Diymom, you are not the first person I have heard talk about how ridged the clubs can be. For living in a state that is supposed to be so free thinking, it appears the bee club has not yet caught on. Stay away from the negativity and learn on your own. in other words, DIY. You can find all the help you need here but beware, every question will have more than one answer and you will need to decipher which road you wish to take. The problems you are finding in finding a nuc seller in your area is the main reason most people start with packages. There are not enough sellers of nucs for the demand. Yes. packages are not perfect but they are a great way to get started and can be way less expensive than buying a nuc. I started with packages and never bought a nuc. I have never regretted it.


----------



## beepro (Dec 31, 2012)

Thanks for the good tips.
Here is where I'm at now.
Split the heck out of them. Watch the mites grow and fall.
Build up the hive numbers with the Spring and Autumn new queens using
Mel's method. I'm right behind you following your foot steps. The moderator here
trying to find a method to be tf surrounded by big commercial operation where he's at.
Maybe you 2 can exchange some good infos.

diymom, there are many good mentors here. Sometimes they have differences in opinions
but that is o.k. because you will be watching your bee's progress to dictate which method to
use. When I started I did not have a mentor either. First year was the hardest after buying
the AHB hives. It was sink or swim in which I sunk for good. Then like the bees I rebound to
start all over again buying new queens and new nucs. You don't have to go the package route if
you don't want to. Just search on CL to find some local beekeepers for some nucs. A bit expensive
but worth the price.


----------



## sakhoney (Apr 3, 2016)

Beepro - what is Mel's method of raising queens?


----------



## diymom (Apr 8, 2016)

Thanks for the advice, it was really surprising to encounter such hostility to any other approach to beginning beekeeping. I thought it would be more like education on your options than a one approach model. I live in a conservative pool in a liberal minded state. I am conservative too, but I'm against treatment if and when possible. Anyways looks like I found another time demanding hobby within which I have gravitated toward the higher maintenance and more complicated avenues.
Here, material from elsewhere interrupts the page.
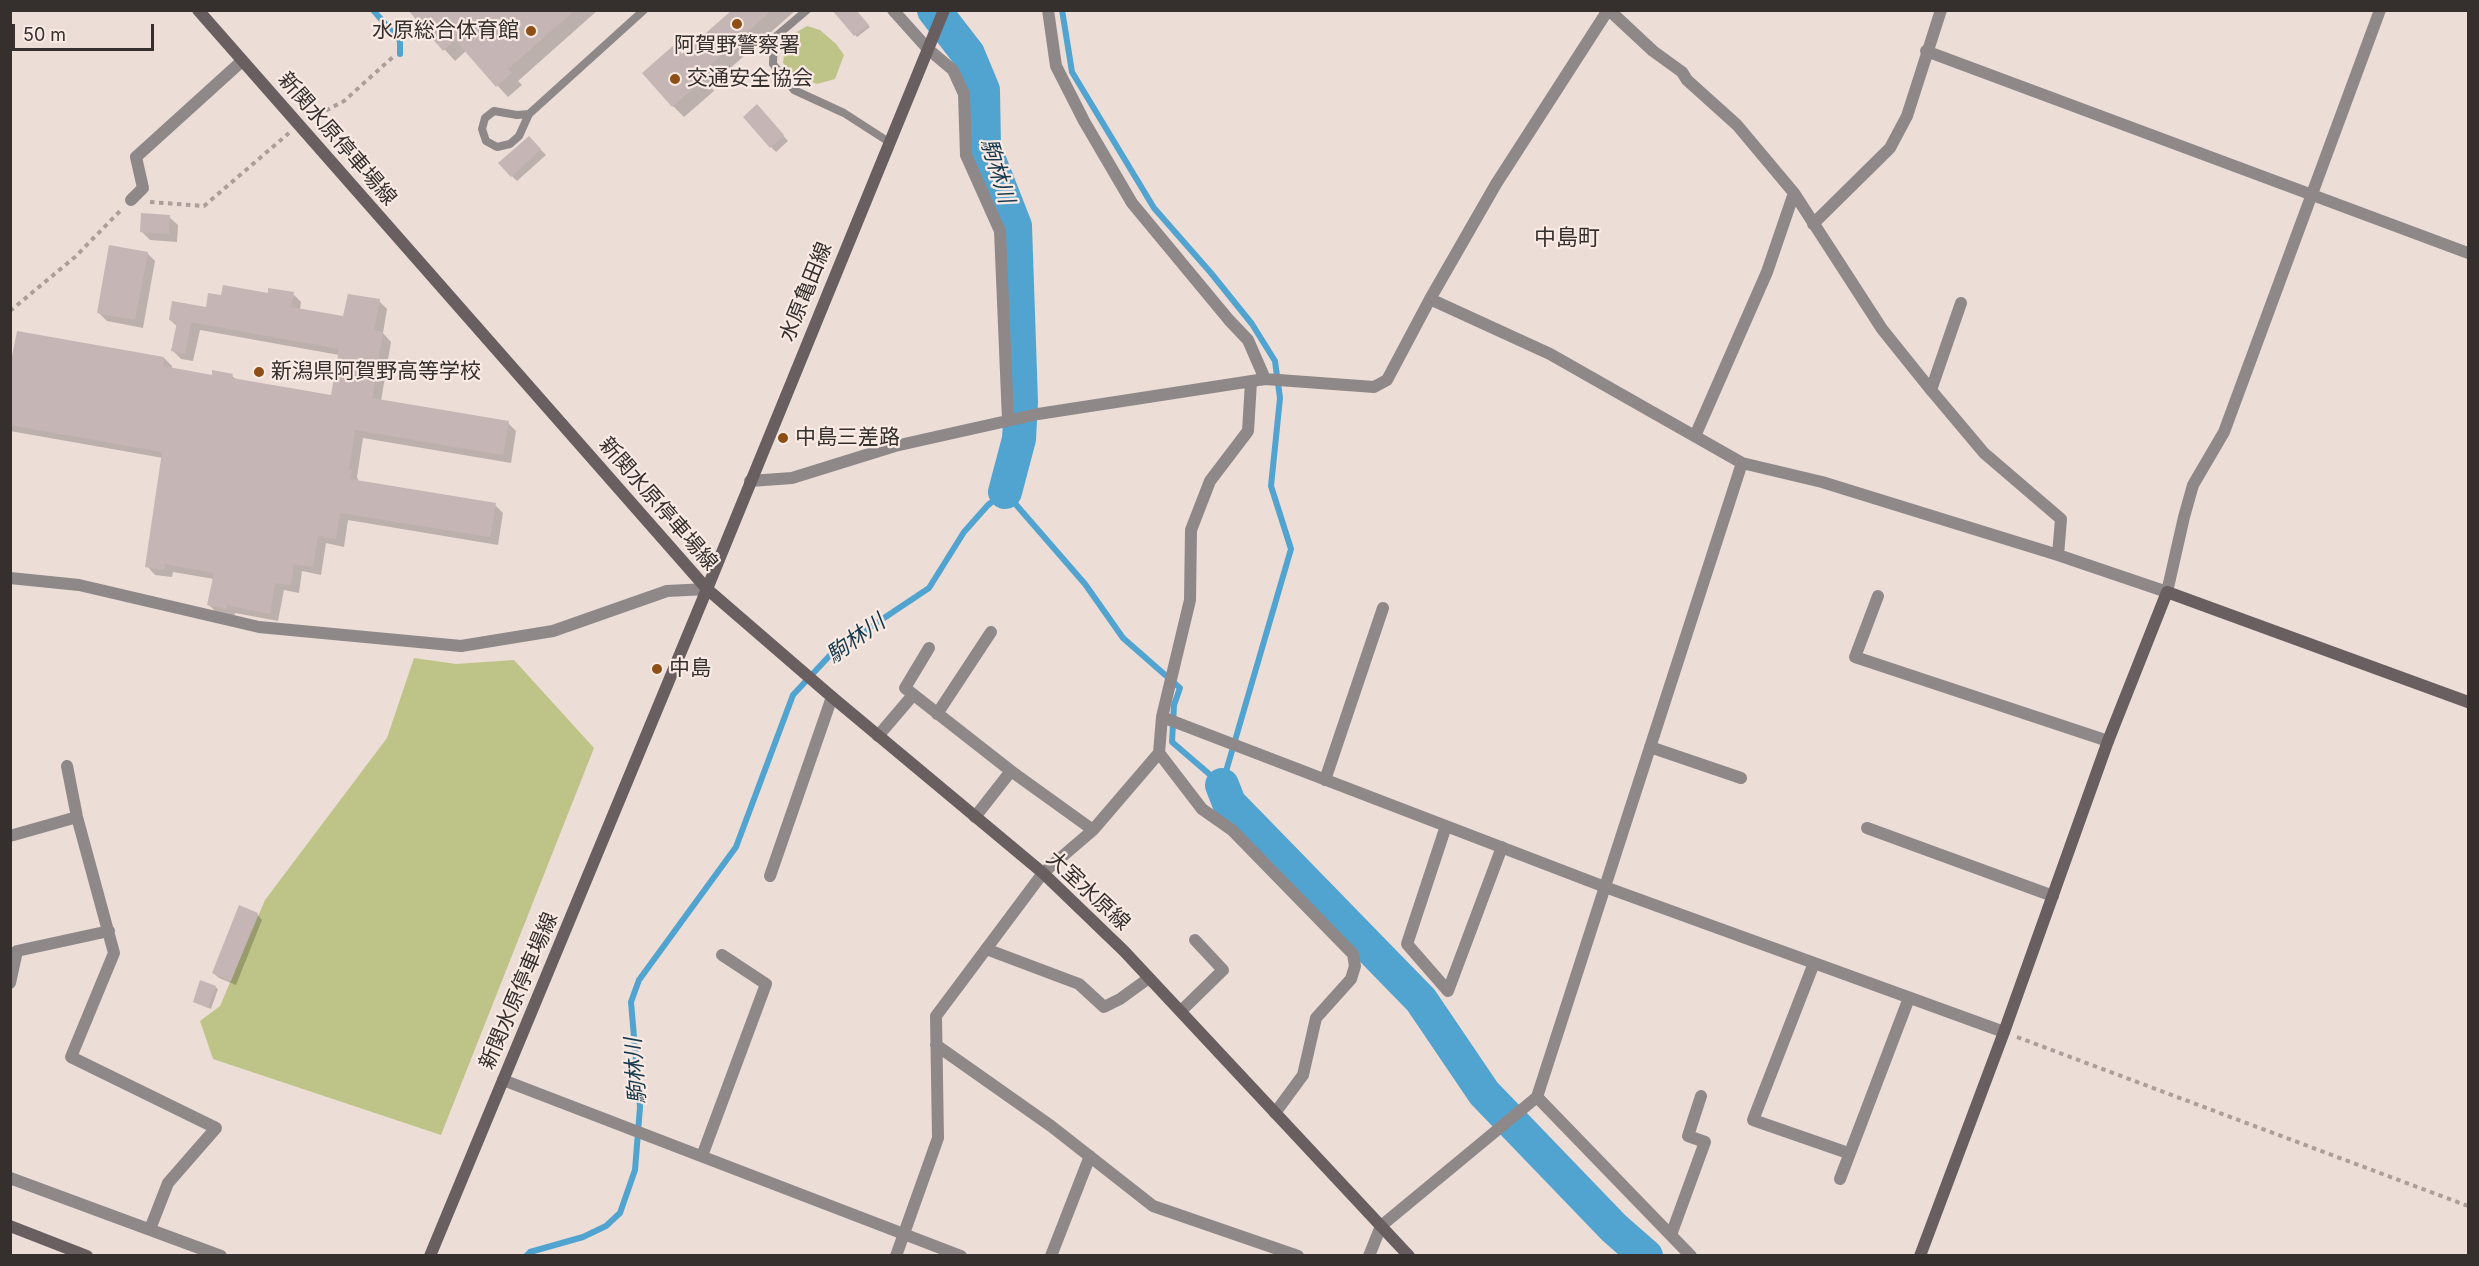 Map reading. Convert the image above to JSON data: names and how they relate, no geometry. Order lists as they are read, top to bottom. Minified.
{"streets":{"main road":["新関水原停車場線","水原亀田線","大室水原線"]},"crossings":[["新関水原停車場線","水原亀田線"],["新関水原停車場線","大室水原線"],["水原亀田線","大室水原線"]],"districts":["中島町"],"water":["駒林川"],"places":["阿賀野警察署","水原総合体育館","交通安全協会","新潟県阿賀野高等学校","中島三差路","中島"],"scale_bar":"50 m"}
Diy I will, as usual.
I want a shirt that says "no nucs" because it's the reality of my area, no nucs which is really weird since you can pretty much find anything in southern California and usually close by.
I am going to a different, much smaller club and they specialize in swarms and cutouts. That's probably what I'll end up starting with because I am nuts. The members say they often get non africanized swarms. I also found a place that sells vsh-Italian queens I could potentially use to requeen if needed. 
I wish I could find a tf nuc!!!!!!
I think I'll pester or bribe someone local on here until I can get a split or nuc from him.


----------



## beepro (Dec 31, 2012)

The trick is to get to know someone local on a friendship level.
They will be happy to spare you a nuc split when that time comes.
Always start with a little gift first to get this friendship going.


----------



## sakhoney (Apr 3, 2016)

That's no lie - anybody in SE Texas needing a nuc - let me know. I can also answer most of your questions - even if it starts like this - well this is what I would do
HAHAHA


----------



## cobeek (Apr 14, 2015)

sakhoney,

honest question...is it fair to compare TF and splitting with the rest of the country when you live in SE Tejas? Just wondering what effect you think AHB has on your genetics and splitting practices, or if you don't think it applies to your apiary, why not?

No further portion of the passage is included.